Amerisleep
- Company type: Private
- Industry: Mattresses
- Founded: 2010; 16 years ago
- Founder: Firas Kittaneh, Mo Kittaneh, Joe Holt
- Headquarters: Scottsdale, Arizona, US
- Products: Mattresses, bedding, pillows, bed frames
- Website: amerisleep.com

= Amerisleep =

American mattress company

Amerisleep is an American memory foam mattress and bedding company based in Scottsdale, Arizona. The company was founded in 2010 and it has retail locations in Arizona, Colorado, Texas, Oregon, Houston and three stores in South Korea.

==History==
Amerisleep was founded in 2010 in Arizona by Firas Kittaneh, Mo Kittaneh, and Joe Holt.

In 2017, the company rebranded and opened its first store in Arizona. Amerisleep registered their business in London, United Kingdom.

In 2019, it announced plans to expand to Houston with three retail stores.
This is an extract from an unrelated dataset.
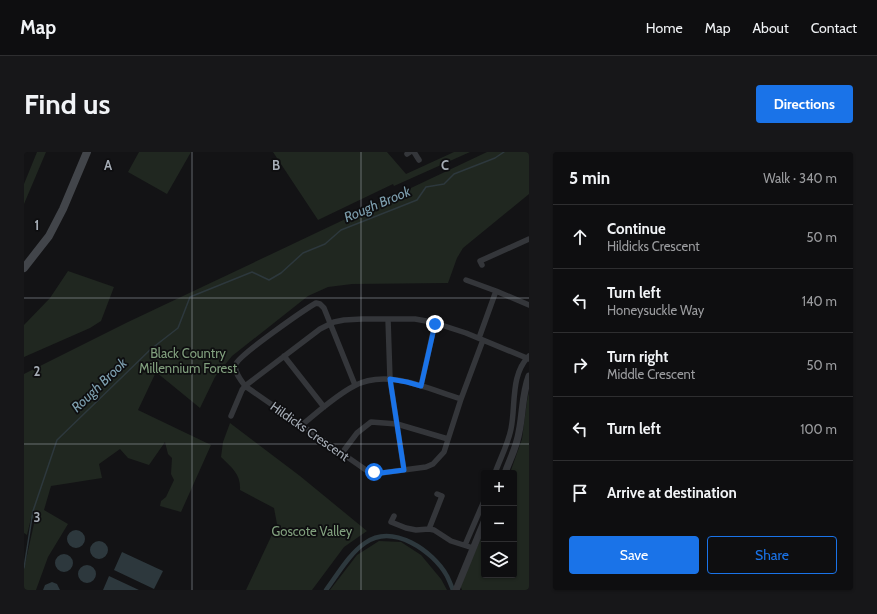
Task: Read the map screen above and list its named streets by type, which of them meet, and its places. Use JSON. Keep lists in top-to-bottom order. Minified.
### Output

The company started distributing Amerisleep franchises in 2023.

==Products==
Amerisleep sells memory foam mattresses, bedding, bed frames, pillows, and adjustable bases made from low-VOC materials. Amerisleep manufactures 5 mattress styles, offers a 100-night in-home trial and 20 years warranty for the all mattresses. Amerisleep manufactures all its BioPur mattresses in Indiana.